What is being asked: Set down exactly, from the records below, the line with "c.lineCap = dash ? 'butt' : 'round';" through the line with "c.rotate((+turn || 0) * Math.PI / 180);", and nothing else.

Saved data entries:

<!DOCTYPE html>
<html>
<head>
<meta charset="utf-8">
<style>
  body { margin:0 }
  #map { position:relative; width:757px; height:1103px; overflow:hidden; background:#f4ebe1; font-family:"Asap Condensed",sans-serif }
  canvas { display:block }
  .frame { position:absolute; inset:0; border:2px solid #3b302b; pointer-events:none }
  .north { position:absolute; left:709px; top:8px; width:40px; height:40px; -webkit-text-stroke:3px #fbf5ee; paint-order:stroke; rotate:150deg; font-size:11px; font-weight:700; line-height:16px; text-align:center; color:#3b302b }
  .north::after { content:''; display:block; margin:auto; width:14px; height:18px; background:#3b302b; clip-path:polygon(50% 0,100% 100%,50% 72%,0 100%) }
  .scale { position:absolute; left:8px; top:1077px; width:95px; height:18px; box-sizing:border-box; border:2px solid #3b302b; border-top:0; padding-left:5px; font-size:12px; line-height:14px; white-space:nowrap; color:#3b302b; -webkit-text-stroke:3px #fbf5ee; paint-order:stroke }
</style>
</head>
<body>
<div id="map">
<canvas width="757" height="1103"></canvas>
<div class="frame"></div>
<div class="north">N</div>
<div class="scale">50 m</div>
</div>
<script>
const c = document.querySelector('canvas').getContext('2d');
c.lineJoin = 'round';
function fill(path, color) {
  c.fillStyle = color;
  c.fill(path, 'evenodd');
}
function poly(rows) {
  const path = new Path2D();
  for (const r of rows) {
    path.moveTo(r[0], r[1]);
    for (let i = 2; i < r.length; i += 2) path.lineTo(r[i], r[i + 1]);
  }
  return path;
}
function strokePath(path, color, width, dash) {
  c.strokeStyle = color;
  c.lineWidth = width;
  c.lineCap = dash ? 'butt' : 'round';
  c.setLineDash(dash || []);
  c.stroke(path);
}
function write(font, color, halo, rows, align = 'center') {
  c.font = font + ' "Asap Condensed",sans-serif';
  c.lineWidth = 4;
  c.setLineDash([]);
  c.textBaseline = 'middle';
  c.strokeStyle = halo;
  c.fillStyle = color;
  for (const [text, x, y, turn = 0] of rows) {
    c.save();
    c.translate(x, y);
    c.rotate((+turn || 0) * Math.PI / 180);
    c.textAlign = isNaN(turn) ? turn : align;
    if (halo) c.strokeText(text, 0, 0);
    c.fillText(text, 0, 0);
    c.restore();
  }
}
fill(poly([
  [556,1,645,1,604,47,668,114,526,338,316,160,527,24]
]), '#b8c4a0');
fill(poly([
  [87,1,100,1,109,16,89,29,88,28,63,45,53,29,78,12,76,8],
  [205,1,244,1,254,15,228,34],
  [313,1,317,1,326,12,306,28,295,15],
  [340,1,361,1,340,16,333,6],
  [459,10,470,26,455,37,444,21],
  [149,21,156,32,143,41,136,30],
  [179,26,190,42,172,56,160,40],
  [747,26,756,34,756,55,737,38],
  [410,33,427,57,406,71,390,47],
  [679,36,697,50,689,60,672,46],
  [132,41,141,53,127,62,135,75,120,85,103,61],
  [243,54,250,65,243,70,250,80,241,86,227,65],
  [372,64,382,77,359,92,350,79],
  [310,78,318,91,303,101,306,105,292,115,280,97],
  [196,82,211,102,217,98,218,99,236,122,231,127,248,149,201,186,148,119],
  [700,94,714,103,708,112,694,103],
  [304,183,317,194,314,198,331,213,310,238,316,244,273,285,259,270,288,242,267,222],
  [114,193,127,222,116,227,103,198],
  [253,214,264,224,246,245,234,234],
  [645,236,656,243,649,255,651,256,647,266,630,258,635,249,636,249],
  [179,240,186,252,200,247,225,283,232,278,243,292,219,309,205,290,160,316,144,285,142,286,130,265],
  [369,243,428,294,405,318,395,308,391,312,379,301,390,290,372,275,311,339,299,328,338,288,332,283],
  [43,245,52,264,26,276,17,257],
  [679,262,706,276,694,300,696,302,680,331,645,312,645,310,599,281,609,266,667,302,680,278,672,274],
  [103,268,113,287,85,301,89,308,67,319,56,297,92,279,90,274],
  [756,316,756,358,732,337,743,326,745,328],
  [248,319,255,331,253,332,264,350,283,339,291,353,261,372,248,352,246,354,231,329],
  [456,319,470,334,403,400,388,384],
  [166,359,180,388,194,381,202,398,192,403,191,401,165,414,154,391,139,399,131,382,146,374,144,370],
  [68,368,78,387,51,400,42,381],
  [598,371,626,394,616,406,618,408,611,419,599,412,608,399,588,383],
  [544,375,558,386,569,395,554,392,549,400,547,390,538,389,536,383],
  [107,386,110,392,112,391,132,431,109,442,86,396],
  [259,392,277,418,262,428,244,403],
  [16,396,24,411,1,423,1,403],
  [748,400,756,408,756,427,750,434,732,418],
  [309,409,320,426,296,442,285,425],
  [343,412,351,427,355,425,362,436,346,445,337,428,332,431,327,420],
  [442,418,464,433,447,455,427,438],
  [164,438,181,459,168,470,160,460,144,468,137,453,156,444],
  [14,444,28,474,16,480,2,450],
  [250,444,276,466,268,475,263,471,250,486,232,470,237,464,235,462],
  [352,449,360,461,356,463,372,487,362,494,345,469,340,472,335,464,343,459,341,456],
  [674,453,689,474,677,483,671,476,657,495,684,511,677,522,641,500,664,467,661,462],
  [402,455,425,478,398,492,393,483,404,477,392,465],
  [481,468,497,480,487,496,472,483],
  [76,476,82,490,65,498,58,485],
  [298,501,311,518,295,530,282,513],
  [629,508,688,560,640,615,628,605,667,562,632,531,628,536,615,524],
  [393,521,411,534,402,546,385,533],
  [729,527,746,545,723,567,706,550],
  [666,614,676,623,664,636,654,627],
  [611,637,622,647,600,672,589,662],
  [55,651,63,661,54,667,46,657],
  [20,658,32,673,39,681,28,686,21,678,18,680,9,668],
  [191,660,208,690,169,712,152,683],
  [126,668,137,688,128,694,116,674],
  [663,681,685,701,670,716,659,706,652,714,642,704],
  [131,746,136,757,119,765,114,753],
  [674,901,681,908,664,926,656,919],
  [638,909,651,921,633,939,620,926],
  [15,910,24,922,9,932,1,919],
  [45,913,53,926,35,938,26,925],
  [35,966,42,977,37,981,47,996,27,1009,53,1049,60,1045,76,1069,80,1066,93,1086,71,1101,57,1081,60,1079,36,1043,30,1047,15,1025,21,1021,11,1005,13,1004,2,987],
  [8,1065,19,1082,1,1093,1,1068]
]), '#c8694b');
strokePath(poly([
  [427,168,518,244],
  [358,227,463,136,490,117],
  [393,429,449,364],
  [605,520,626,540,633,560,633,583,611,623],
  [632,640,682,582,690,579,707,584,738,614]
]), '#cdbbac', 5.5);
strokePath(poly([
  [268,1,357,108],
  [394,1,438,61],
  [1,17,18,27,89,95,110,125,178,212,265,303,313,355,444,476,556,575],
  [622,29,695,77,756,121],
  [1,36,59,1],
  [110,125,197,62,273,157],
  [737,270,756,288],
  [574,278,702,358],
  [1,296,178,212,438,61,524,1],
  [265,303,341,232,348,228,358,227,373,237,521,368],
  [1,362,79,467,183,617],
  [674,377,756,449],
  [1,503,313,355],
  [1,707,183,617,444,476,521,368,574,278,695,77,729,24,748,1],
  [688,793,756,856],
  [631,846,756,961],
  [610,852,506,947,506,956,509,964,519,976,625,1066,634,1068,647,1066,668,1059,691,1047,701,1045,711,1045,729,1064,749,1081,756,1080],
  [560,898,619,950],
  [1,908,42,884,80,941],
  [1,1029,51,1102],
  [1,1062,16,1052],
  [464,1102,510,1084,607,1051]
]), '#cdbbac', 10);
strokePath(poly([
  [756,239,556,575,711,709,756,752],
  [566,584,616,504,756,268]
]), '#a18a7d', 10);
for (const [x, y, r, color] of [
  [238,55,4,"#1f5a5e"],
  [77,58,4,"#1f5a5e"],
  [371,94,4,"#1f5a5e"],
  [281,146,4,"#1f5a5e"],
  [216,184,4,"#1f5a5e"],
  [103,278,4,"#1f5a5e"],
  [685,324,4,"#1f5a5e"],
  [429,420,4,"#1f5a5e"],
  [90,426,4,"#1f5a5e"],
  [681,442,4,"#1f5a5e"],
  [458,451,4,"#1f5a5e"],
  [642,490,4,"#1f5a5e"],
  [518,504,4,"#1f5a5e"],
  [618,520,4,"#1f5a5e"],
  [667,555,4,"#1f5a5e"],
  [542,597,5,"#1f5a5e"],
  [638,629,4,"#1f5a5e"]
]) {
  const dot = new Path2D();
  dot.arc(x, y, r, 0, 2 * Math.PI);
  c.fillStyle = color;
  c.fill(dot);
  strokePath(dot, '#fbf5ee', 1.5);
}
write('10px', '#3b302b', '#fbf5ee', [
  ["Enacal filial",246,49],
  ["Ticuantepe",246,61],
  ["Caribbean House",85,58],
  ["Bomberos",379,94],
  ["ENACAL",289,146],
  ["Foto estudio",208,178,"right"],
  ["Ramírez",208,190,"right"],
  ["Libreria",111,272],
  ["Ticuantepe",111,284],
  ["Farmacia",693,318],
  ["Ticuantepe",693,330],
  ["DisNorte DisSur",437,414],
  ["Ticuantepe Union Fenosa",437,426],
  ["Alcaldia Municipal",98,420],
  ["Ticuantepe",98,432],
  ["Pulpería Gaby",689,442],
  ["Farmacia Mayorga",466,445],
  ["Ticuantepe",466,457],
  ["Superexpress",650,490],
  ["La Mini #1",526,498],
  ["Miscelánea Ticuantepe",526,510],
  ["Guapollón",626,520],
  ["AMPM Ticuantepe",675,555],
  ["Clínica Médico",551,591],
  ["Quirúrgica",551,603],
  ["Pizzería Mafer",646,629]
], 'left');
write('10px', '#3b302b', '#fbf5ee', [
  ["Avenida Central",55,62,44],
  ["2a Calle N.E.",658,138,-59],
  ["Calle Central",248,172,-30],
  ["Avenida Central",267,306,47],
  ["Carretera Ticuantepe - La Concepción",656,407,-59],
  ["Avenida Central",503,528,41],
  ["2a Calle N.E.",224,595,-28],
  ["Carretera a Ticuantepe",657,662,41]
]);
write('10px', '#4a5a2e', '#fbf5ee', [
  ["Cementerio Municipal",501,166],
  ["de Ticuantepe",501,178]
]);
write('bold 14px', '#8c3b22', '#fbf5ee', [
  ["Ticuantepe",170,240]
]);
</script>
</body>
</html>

...

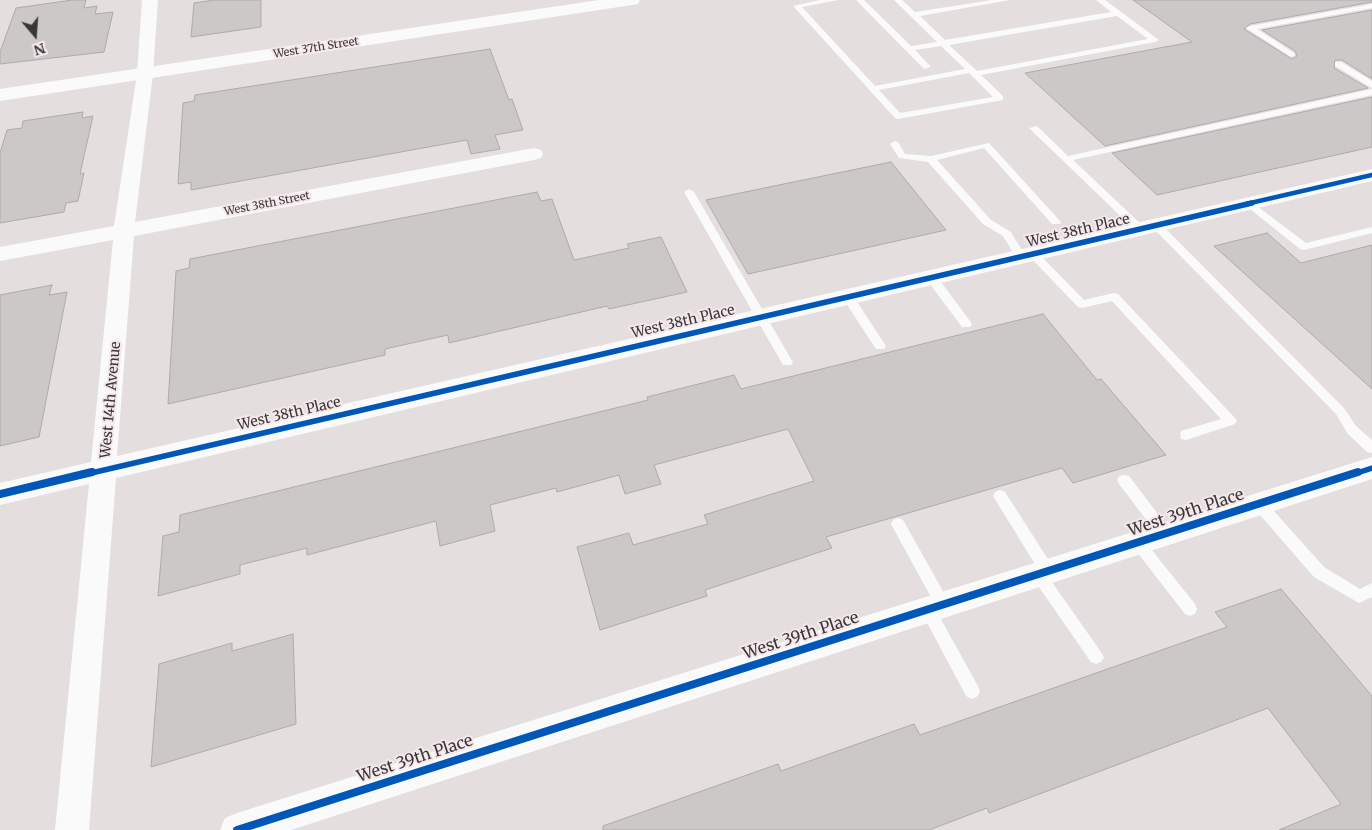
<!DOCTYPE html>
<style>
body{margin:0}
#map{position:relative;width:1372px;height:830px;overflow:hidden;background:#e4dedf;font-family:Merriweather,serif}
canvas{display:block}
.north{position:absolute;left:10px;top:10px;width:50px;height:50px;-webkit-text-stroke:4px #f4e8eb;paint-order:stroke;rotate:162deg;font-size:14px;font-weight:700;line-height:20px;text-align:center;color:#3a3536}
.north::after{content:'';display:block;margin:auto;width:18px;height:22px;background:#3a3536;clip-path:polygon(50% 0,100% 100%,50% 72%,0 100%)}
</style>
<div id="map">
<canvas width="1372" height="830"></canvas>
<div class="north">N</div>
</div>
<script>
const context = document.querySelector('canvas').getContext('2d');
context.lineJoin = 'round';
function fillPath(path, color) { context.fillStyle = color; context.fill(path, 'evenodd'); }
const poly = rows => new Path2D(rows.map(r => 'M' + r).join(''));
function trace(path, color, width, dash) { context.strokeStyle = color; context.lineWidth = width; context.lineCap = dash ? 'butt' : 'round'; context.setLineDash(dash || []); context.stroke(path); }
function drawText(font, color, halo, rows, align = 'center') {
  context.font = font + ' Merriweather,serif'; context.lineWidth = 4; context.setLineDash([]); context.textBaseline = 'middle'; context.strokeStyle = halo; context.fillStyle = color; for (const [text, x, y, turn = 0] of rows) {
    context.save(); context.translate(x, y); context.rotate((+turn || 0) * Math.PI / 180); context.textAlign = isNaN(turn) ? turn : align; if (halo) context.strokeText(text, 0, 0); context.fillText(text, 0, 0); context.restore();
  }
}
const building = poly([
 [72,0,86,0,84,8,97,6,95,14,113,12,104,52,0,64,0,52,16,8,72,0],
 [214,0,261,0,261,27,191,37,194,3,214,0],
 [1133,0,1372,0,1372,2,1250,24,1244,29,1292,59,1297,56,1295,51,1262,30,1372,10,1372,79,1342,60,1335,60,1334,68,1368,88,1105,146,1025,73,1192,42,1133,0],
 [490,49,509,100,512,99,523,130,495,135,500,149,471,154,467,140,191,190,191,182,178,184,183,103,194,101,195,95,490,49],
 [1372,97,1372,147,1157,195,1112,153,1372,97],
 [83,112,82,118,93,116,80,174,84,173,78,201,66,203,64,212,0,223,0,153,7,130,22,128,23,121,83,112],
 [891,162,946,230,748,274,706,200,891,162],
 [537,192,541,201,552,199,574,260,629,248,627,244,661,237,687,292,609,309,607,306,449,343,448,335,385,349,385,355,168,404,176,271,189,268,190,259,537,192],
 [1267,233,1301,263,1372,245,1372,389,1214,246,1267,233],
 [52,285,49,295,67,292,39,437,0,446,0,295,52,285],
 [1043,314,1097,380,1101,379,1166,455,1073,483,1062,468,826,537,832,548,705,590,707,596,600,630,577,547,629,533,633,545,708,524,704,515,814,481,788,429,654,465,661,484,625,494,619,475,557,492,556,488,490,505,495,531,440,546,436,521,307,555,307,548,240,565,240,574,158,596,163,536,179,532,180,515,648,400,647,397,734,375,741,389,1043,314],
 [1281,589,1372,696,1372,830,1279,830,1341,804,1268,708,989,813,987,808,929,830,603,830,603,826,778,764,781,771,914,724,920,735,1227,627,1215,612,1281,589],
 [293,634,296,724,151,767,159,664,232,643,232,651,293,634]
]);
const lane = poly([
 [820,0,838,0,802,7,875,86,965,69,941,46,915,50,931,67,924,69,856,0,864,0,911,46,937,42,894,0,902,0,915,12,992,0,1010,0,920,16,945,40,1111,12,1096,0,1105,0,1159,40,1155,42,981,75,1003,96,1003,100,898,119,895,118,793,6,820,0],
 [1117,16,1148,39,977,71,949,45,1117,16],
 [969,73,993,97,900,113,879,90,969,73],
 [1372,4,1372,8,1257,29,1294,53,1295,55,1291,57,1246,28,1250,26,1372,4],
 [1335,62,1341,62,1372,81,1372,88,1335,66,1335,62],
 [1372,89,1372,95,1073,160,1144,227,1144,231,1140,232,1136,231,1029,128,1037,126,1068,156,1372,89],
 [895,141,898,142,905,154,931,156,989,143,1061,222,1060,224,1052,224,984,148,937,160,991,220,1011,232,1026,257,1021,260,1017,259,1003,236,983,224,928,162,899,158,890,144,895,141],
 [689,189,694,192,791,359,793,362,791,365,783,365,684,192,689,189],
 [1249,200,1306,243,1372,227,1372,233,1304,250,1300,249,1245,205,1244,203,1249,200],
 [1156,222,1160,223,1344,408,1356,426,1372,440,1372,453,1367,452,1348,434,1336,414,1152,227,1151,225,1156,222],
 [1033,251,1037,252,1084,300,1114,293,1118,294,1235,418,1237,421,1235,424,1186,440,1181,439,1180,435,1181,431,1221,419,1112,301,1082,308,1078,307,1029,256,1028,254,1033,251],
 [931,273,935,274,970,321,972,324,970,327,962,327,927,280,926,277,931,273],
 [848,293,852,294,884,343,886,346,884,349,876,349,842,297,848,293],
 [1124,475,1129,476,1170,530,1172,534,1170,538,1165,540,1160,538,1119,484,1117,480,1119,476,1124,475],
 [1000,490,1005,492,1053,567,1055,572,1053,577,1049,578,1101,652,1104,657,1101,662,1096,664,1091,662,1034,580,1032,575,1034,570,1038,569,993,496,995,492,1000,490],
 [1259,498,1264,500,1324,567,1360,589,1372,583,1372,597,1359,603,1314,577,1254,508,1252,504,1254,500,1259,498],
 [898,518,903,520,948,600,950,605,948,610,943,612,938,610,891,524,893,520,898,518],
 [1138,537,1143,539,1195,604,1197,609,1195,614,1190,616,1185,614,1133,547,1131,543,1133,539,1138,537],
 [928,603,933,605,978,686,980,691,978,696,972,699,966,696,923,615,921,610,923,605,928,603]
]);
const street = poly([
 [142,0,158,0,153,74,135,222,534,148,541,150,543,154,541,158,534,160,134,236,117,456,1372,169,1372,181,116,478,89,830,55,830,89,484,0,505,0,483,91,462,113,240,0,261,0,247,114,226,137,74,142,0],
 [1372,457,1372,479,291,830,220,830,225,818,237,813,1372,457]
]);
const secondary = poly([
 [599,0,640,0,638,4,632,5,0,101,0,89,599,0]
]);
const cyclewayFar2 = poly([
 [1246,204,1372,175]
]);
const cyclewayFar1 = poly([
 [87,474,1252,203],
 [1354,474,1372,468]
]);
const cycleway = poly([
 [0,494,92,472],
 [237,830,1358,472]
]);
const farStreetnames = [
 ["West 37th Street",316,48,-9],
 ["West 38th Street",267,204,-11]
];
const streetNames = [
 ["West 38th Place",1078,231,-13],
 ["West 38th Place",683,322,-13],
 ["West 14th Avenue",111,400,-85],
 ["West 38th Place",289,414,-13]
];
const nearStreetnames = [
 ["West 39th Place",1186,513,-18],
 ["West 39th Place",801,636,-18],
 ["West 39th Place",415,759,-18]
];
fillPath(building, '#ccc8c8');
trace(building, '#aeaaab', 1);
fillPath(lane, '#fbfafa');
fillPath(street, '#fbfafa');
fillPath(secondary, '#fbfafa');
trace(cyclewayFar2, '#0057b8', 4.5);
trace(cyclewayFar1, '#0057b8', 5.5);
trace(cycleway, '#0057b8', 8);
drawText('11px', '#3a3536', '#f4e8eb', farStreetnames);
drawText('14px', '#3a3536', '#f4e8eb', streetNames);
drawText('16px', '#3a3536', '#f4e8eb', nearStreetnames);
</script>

Answer to this task:
  c.lineCap = dash ? 'butt' : 'round';
  c.setLineDash(dash || []);
  c.stroke(path);
}
function write(font, color, halo, rows, align = 'center') {
  c.font = font + ' "Asap Condensed",sans-serif';
  c.lineWidth = 4;
  c.setLineDash([]);
  c.textBaseline = 'middle';
  c.strokeStyle = halo;
  c.fillStyle = color;
  for (const [text, x, y, turn = 0] of rows) {
    c.save();
    c.translate(x, y);
    c.rotate((+turn || 0) * Math.PI / 180);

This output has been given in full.